A coleção sob a guarda do IMS teve as obras reunidas por um dos netos do artista, Cyrillo Hercules Florence (1901–1995), professor do Laboratório de Física da Escola Politécnica da Universidade de São Paulo, e por isso leva seu nome. Os desenhos e aquarelas se relacionam com outro grande conjunto de obras de Florence que se encontra no Arquivo da Academia de Ciências de São Petersburgo, na Rússia.

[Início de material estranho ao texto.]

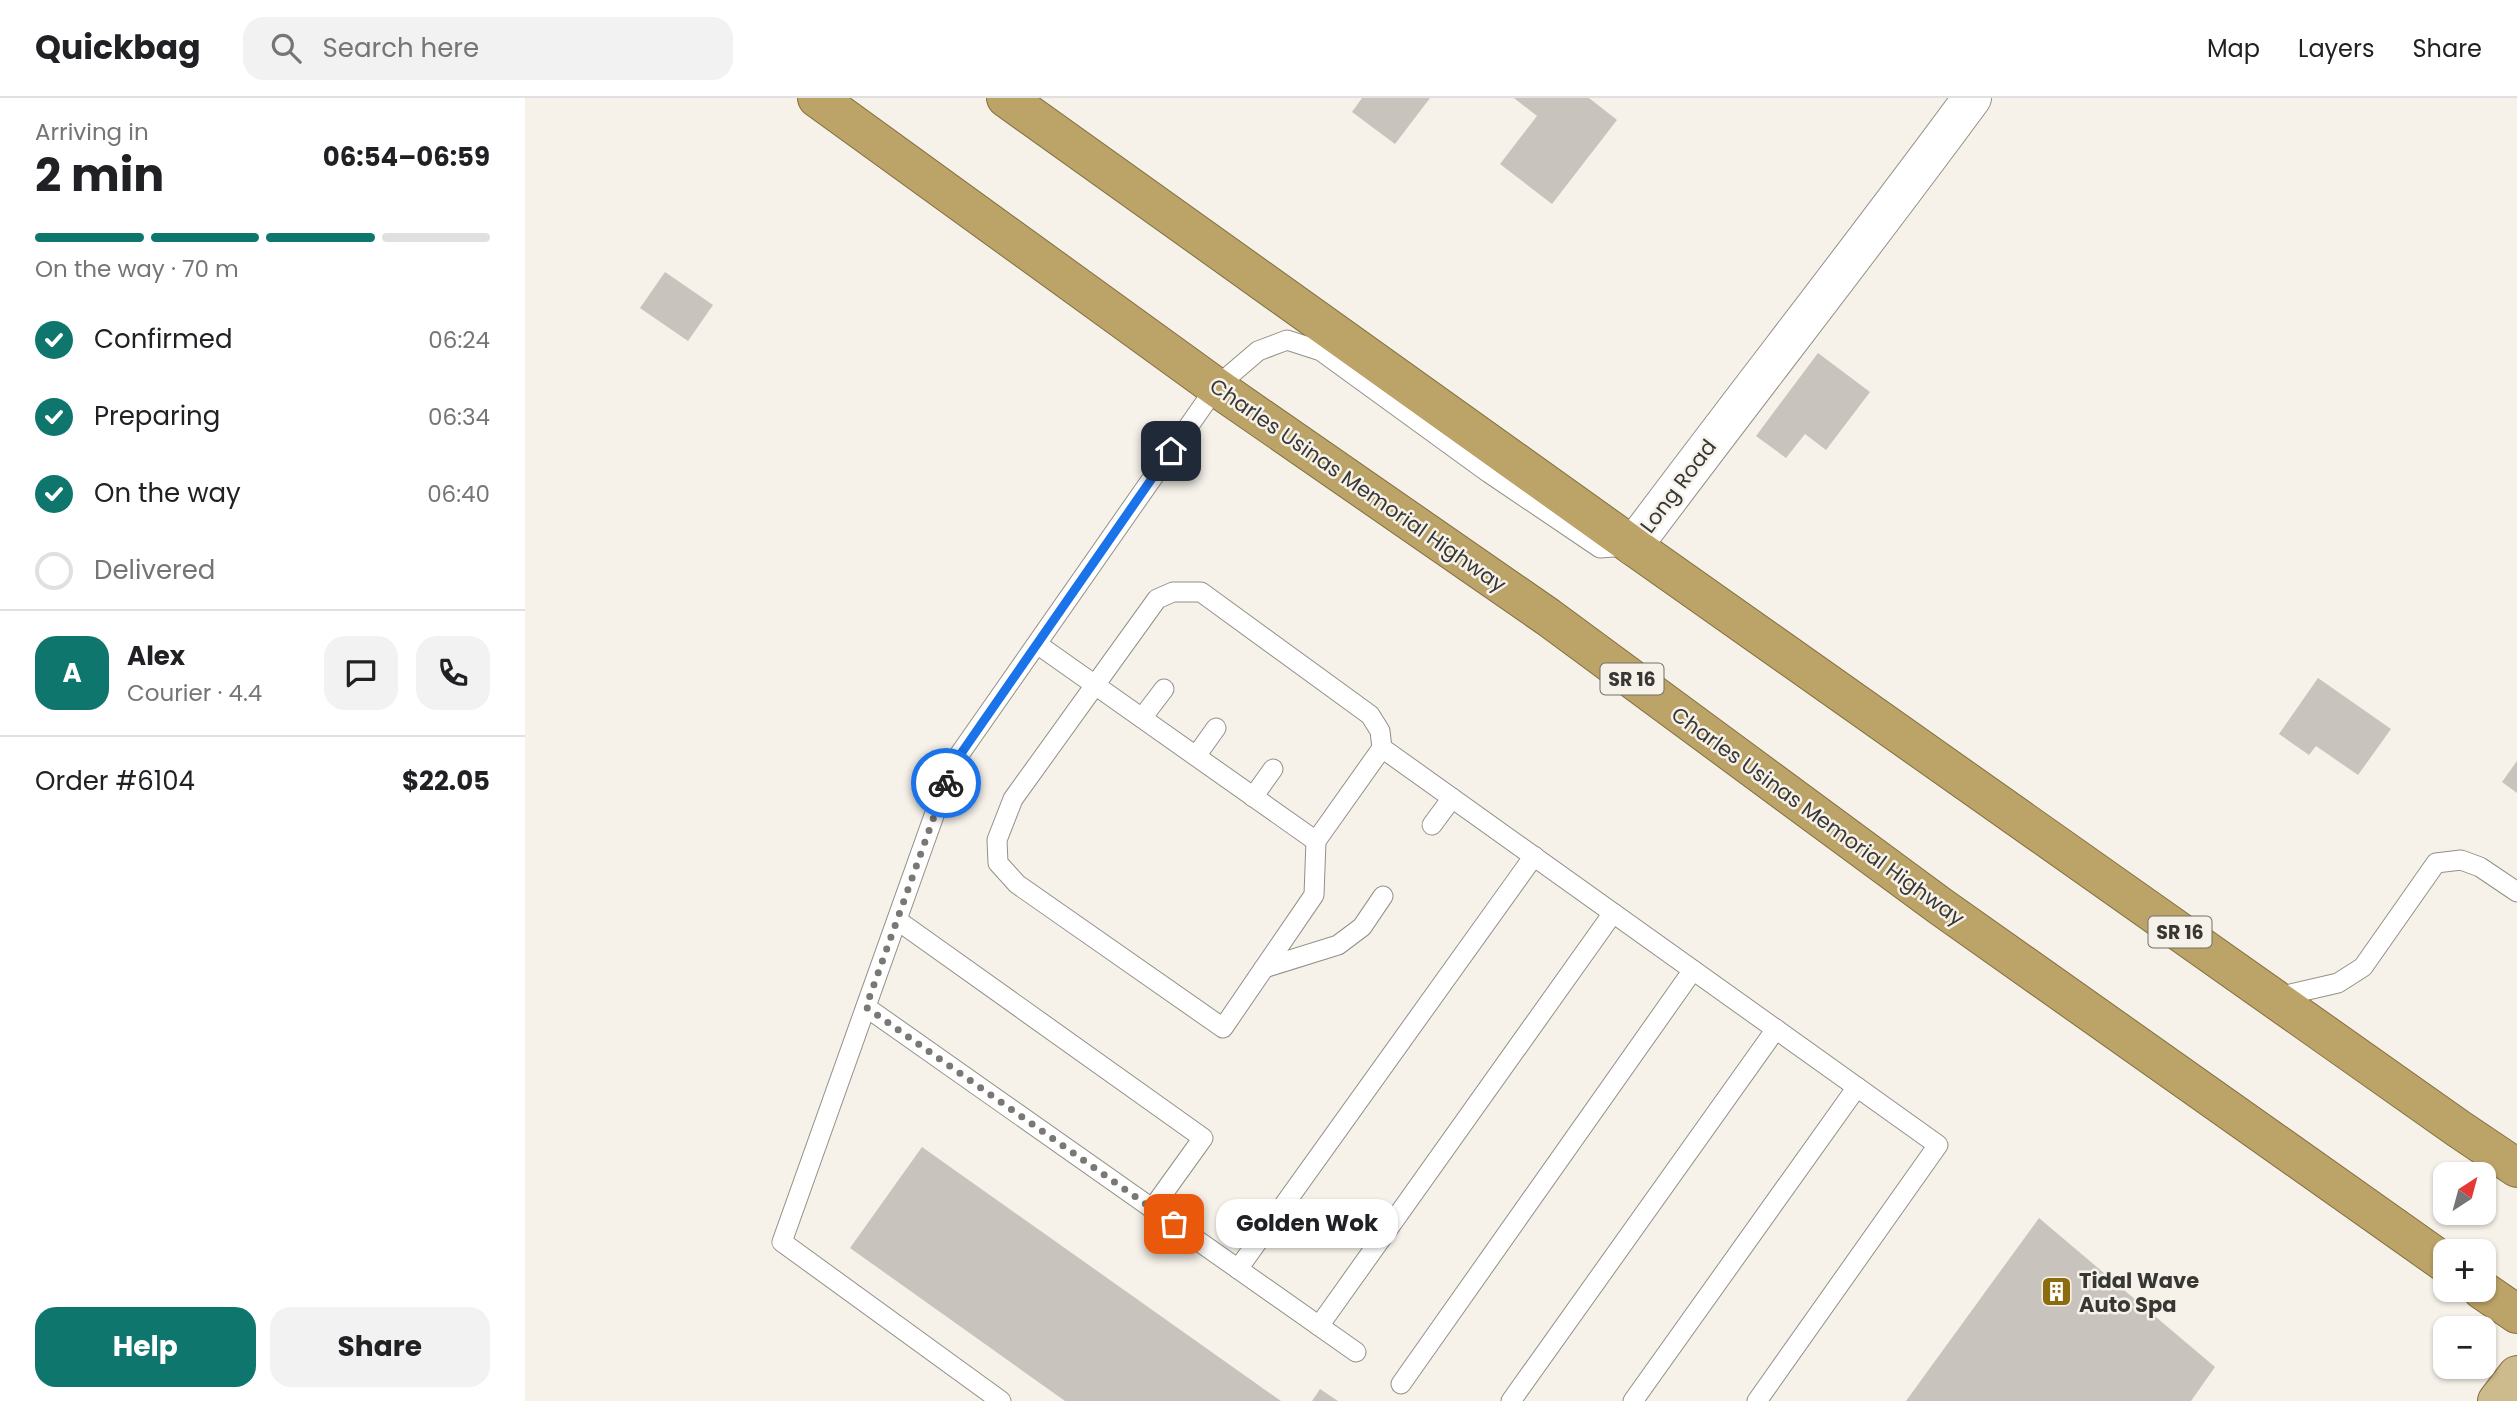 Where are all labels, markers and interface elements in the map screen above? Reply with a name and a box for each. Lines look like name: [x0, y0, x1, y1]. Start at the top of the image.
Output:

Em apenas duas ocasiões esse conjunto de obras de Florence foi exibido ao público. A primeira, na exposição Hercule Florence e o Brasil, na Pinacoteca do Estado de São Paulo, em 2010, com um recorte de desenhos e aquarelas e de suas invenções fotográficas. A segunda, na exposição Hercule Florence: le nouveau Robinson, realizada em 2017 no Nouveau Musée National de Monaco. O título ‘o novo Robinson’ faz referência ao livro Robinson Crusoé (1719), do inglês Daniel Defoe (1660–1731), que Florence leu quando estudava em Mônaco (sua mãe nascera lá) e que lhe despertou o desejo de viajar cruzando oceanos para além da Europa. A exposição em Mônaco contribuiu para a celeridade com que a obra iconográfica de Florence chega agora a domínio público, já que uma parte expressiva das imagens foi digitalizada por Jorge Bastos, da Motivo, por ocasião da mostra, com padrão semelhante ao do IMS.

Reconhecido pela excelência de sua documentação visual, Hercule Florence se distinguiu em vários campos, notadamente a fotografia – é considerado um inventor na área, tendo realizado no Brasil experimentos ao mesmo tempo que seus pares desenvolviam a técnica fotográfica na Europa. O Instituto Moreira Salles possui em seu acervo algumas raridades, como um conjunto de rótulos para frascos farmacêuticos impressos fotograficamente por Florence em 1833. Seus desenhos e suas pinturas vêm se juntar com peso a esses itens, oferecendo ao público uma visão ampla do trabalho do artista.

“Temos total consciência da importância de facilitar o acesso do público à obra desse autor já tão estudado e ainda tão pouco conhecido. Em nome desse compromisso, foi feito um esforço singular para acelerar a etapa de catalogação dos desenhos, reunindo e atualizando informações, e disponibilizar esse primeiro conjunto no menor prazo possível”, diz Julia Kovensky.